==== Records for this task

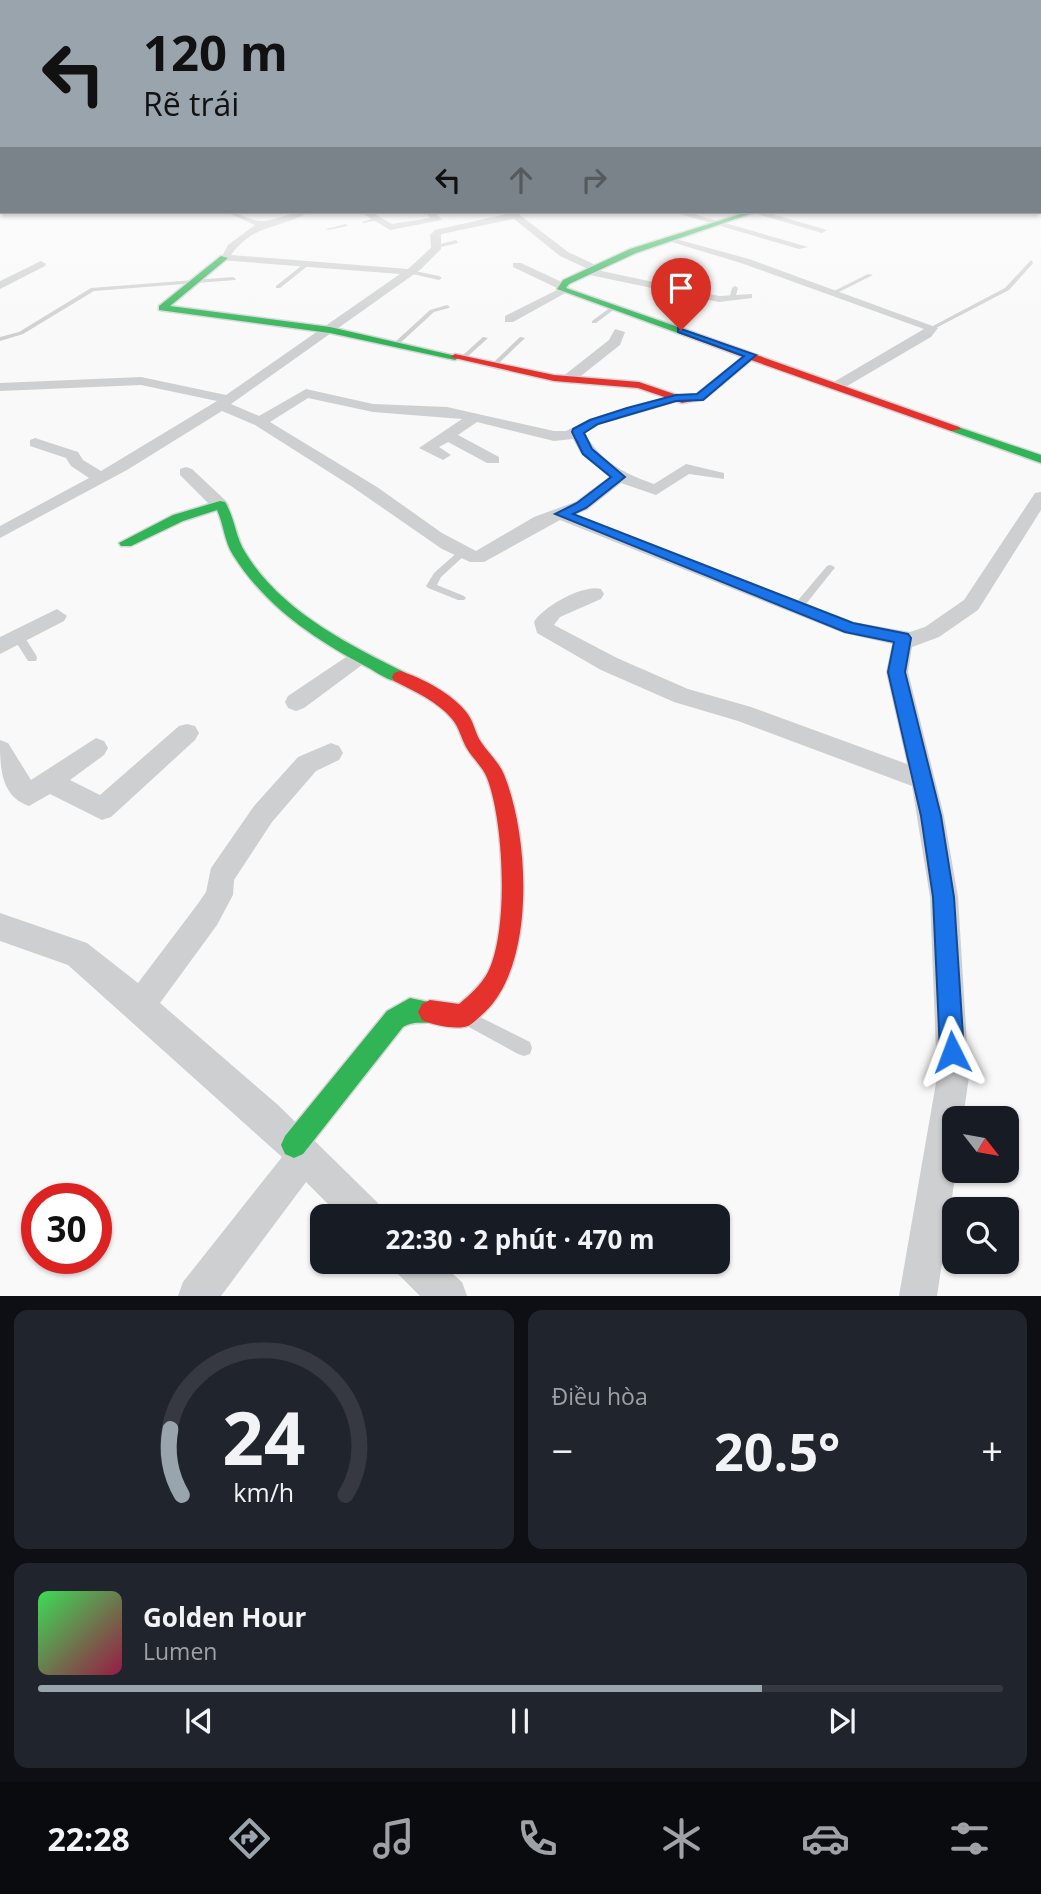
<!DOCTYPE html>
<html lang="vi">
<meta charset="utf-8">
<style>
body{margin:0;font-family:"Open Sans",sans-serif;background:#20242c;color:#f1f3f6;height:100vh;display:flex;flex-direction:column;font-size:26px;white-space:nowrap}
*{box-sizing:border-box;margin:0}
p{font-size:23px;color:#9ea1a6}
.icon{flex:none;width:38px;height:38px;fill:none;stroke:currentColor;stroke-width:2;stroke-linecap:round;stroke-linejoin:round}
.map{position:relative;height:1296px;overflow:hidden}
.drawer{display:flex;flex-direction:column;gap:14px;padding:14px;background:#0d0f14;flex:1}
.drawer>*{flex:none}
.top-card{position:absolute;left:0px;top:0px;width:1041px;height:214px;box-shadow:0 2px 5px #0004;background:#99a4ac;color:#111;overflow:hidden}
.needle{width:46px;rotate:121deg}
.tools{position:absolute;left:942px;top:1106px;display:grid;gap:14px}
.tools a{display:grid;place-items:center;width:77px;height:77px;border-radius:14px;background:#171b24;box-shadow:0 2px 5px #0004;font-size:35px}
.speed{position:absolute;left:21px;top:1183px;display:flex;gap:14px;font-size:35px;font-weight:700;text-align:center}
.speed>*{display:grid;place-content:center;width:91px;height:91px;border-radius:50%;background:#171b24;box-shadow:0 2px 5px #0004;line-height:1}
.speed .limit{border:10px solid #d22;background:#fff;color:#111}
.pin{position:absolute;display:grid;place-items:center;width:60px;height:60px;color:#fff;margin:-72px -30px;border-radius:50% 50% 50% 0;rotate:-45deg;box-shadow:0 0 7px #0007}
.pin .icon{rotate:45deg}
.me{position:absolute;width:77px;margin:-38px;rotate:357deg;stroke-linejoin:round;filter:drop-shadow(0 0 5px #0008)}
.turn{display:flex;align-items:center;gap:24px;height:147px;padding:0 28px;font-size:32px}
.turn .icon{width:91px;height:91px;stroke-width:2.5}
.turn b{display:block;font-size:49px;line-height:60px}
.lanes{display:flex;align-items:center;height:66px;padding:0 28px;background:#0003;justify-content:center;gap:35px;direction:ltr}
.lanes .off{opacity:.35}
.big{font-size:52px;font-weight:700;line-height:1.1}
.drawer .tile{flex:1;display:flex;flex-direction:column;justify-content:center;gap:10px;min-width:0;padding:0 24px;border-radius:14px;background:#20242c}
.drawer .dial{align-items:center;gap:0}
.dial svg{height:182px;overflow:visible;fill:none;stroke:#363941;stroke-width:7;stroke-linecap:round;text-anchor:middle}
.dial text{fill:#f1f3f6;stroke:none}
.song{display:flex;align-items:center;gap:21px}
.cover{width:84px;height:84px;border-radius:10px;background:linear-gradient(135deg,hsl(130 70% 55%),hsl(340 70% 35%))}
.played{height:7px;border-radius:4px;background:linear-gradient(90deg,#99a4ac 75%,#363941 75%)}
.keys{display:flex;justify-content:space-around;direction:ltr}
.heat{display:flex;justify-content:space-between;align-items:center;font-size:38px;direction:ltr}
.drawer .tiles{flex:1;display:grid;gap:14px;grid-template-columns:1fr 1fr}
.tile:last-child{grid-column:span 2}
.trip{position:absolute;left:310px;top:1204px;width:420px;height:70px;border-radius:14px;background:#171b24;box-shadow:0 2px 5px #0004;font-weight:700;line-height:70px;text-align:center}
.tab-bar{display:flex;height:112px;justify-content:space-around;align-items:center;background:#090b0e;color:#9ea1a6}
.tab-bar .icon{width:49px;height:49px}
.tab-bar .active{color:#99a4ac}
.tab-bar b{font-size:32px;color:#f1f3f6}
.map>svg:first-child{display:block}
</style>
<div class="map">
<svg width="1041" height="1296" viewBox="0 0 1041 1296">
<rect width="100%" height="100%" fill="#f9f9f9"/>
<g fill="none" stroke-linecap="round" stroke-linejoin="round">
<defs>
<g id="fast">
<rect x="1040" y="174" width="1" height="4"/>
<polygon points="2,182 2,186 0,187 0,183"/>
<polygon points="747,212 756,212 636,253 569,284 566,288 695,333 695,337 689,337 557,289 563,280 630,249"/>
<polygon points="221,256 228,258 170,306 330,327 460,357 455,360 330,333 159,310 159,306"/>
<polygon points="955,426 1041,455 1041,463 951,431 949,429"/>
<path d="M220,501L225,502C235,518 235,536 245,552C280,610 347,644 406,673L408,677L406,681C393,685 378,673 367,667C315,640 265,606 233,555C224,541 224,525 217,510L183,521L131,546H121L119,543L173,515Z"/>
<path d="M410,998L438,1004L442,1012L438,1020C425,1026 416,1019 403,1027L303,1154L294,1158L285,1154L281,1145L285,1136L387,1011Z"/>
</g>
<g id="jam">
<polygon points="692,332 959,427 961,429 951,431 751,360 704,399 682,403 638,388 554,381 450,357 455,354 554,375 639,382 683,397 697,394 743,357 689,337 689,333"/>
<path d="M400,671C422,678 453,694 467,713C474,722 475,733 481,742C489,754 500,763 505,777C529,838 536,963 485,1012C479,1017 472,1026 464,1027C452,1029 433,1025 422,1020L418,1012L422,1004L430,1000L459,1004C470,995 481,985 488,972C509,931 504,821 487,778C483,767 472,758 466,747C461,738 459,727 452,719C437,701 414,691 394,681L392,677L394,673Z"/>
</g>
</defs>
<!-- fast casing -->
<use href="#fast" stroke="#d5d6d7" stroke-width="3"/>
<!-- jam casing -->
<use href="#jam" stroke="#d5d6d7" stroke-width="3"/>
<!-- lane -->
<g fill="#cecfd0" fill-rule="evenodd">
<rect x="1040" y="171" width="1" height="2"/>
<polygon points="376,218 378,220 364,223 362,222"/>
<polygon points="346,224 348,226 328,230 326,229"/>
<polygon points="456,240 458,243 436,248 433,246"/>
<polygon points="1031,260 1033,263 1009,290 934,329 929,328 1005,288"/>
<polygon points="305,263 310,264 280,288 276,288 276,286"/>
<polygon points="410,270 439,276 442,278 439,280 408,273"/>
<polygon points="868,274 873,275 835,294 830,293"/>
<polygon points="233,277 236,279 235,280 94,291 23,334 0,341 0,337 19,332 91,288"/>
<polygon points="735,286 738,288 736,295 739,298 736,300 730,295 732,288"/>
<polygon points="447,305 450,307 449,308 434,312 398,345 394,345 394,343 430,310"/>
<polygon points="611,307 616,308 596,323 592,323 592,321"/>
<polygon points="483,337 488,338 466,358 462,358 462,356"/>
<polygon points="520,337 525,338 498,364 494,364 494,362"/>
<polygon points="463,549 468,552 466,554 441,577 437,585 464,596 466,598 464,600 458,600 428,588 426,586 434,573 460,550"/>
<polygon points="830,565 833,566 835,568 833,570 802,609 794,609 793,607 794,605 827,566"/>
<polygon points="18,632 22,633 36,655 37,658 36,661 28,661 14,639 13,636"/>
<polygon points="472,1013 530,1042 532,1048 530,1054 524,1056 518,1054 467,1026 464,1021 467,1016"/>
</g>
<!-- street -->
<g fill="#cecfd0" fill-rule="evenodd">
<polygon points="0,186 2,187 2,193 0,192"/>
<path d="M226,212C239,212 252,222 264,221C280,219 292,211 309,212C281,229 254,223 231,255L408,269L431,248L430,235L435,230L516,212L568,252L598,266L597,270L719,296L752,294V298L719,302L585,274L588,269L560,256L514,219L441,234V249L420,270L231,404L259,416L306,389L373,404L447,407L554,431H566L589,419L671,395H681V401L599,425L585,433C600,461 625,474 654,484L686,464L724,473V479L689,474L656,495L621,483L587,510L576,514L854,622L910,632L925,627L964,600L1035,493L1041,492V510L978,610L939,637L912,647L908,672L944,816L958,897L969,1077L963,1118H954L956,1171L937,1296H899L937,1077L930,897L912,786L738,721L674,702L601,670L537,633L534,622C543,607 583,584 601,589L604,594L601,599L560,617L554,625L617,658L688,689L751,707L907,764L886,672L892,644L843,633L560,520L484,562H470L442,549L351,486L255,425L222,411L127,470L0,538V526L89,478L71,466L66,458L30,446V440L35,438L78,452L83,460L101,471L217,401L141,385L0,391V383L141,377L226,395L400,274L220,260L228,245L255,225ZM308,398L373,412L462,419L419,448L443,460L451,455L439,447L448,442L487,463H499V457L458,435L477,422L554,441L573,439L581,454L609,477L575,502L534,517L476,551L442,533L377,487L270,422Z"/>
<polygon points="360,212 371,212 392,224 430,218 426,212 435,212 442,220 390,230"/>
<polygon points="673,212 687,212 808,247 799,249"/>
<polygon points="750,212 765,212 827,230 822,233"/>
<polygon points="665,236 749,259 938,328 931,337 842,389 832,389 832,383 924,329 741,263 665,240"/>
<polygon points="41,261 46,264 45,266 0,289 0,281"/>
<polygon points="513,263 521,263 566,284 569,291 513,322 505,322 505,316 559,289 513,267"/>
<polygon points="615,329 625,332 620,345 572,383 562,383 562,377 609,340"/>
<polygon points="186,467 192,469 226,501 229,505 226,509 214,509 180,475 180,469"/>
<polygon points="57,609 67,616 64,621 0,654 0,637"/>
<polygon points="358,649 366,652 369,657 366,662 304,708 296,711 288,708 285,702 288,696"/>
<path d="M187,724L195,726L199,733L195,740L111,817L102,820L50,794L29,806C0,796 0,766 0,740L8,743L31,780L96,738L104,741L108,748L104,755L70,780L100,795L179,726Z"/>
<polygon points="331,743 339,746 343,753 339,760 316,771 272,822 234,880 233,895 217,925 160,1003 278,1105 378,1203 383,1216 340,1216 306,1182 221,1296 178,1296 183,1282 282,1157 68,965 0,941 0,913 87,943 138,983 197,905 206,892 211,868 254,806 298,757"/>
<polygon points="393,1262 439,1262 462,1282 467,1296 420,1296 399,1275"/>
</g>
<!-- fast -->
<use href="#fast" fill="#30b455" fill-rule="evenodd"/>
<!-- jam -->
<use href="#jam" fill="#e5322d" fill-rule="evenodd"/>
</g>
<!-- sky -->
<linearGradient id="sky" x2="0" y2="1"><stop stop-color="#9dc2e2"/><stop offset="0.46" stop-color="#fcfcfc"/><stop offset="1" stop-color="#fcfcfc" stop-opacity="0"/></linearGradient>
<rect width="1041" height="337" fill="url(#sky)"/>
<!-- route -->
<polygon fill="#1a73e8" stroke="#114b97" stroke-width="2" points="678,328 756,355 703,400 676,401 635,413 598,424 584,433 592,449 625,477 586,508 573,514 853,623 908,634 911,638 905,672 941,816 954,897 964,1052 961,1060 952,1064 943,1060 940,1052 933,897 921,816 888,672 894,642 845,632 555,514 577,503 611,477 583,454 572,432 573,429 590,420 627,408 676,395 697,394 744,356 678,332"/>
</svg>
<div class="tools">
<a><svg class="needle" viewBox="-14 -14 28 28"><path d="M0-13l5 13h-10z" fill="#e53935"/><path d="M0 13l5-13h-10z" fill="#9ea1a6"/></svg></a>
<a><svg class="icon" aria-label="search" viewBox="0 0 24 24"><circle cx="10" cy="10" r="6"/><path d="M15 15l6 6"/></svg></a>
</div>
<div class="speed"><div class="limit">30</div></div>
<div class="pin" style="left:681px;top:330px;background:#d93025"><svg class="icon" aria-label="arrive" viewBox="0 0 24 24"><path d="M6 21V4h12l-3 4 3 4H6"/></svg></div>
<svg class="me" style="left:952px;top:1052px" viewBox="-20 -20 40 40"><path d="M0-17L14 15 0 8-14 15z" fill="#1a73e8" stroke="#fff" stroke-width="4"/></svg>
<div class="trip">22:30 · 2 phút · 470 m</div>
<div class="top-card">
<div class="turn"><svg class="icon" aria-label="left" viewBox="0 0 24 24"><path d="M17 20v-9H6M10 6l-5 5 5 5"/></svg><div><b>120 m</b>Rẽ trái</div></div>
<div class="lanes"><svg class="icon" aria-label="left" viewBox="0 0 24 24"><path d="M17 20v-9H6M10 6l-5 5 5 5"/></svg><svg class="icon off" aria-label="ahead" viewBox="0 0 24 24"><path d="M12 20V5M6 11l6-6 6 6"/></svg><svg class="icon off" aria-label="right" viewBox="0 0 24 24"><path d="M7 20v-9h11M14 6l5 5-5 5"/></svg></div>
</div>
</div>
<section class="drawer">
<div class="tiles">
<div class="tile dial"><svg viewBox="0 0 100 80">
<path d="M14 69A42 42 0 1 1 86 69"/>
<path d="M14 69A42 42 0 0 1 9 40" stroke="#99a4ac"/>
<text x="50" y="56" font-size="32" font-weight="700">24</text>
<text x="50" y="72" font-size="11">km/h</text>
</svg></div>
<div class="tile"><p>Điều hòa</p>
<div class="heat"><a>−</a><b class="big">20.5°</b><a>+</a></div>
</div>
<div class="tile">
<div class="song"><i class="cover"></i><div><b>Golden Hour</b><p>Lumen</p></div></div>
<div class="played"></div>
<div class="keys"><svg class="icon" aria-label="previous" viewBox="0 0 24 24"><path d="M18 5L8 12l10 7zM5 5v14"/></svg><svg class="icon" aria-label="pause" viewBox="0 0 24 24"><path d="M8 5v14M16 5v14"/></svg><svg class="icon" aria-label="next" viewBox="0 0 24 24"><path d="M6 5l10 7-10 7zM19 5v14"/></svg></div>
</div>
</div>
</section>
<nav class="tab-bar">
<b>22:28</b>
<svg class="icon active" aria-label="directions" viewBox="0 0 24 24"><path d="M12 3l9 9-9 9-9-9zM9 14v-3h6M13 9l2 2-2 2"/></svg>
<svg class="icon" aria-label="music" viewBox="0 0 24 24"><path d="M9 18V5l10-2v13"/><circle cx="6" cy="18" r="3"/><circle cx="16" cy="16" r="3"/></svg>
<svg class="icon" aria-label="phone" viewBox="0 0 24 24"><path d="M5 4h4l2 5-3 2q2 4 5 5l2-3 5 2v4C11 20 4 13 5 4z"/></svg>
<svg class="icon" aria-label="climate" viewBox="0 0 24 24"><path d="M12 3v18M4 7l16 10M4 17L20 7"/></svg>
<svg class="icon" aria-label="car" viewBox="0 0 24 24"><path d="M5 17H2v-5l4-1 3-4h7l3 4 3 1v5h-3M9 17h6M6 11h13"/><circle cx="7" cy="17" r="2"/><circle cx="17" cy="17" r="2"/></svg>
<svg class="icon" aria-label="filters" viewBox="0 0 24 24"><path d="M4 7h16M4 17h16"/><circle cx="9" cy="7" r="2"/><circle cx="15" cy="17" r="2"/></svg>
</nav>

========

Each line of the data that includes "limit" should be copied.

Answer section:
.speed .limit{border:10px solid #d22;background:#fff;color:#111}
<div class="speed"><div class="limit">30</div></div>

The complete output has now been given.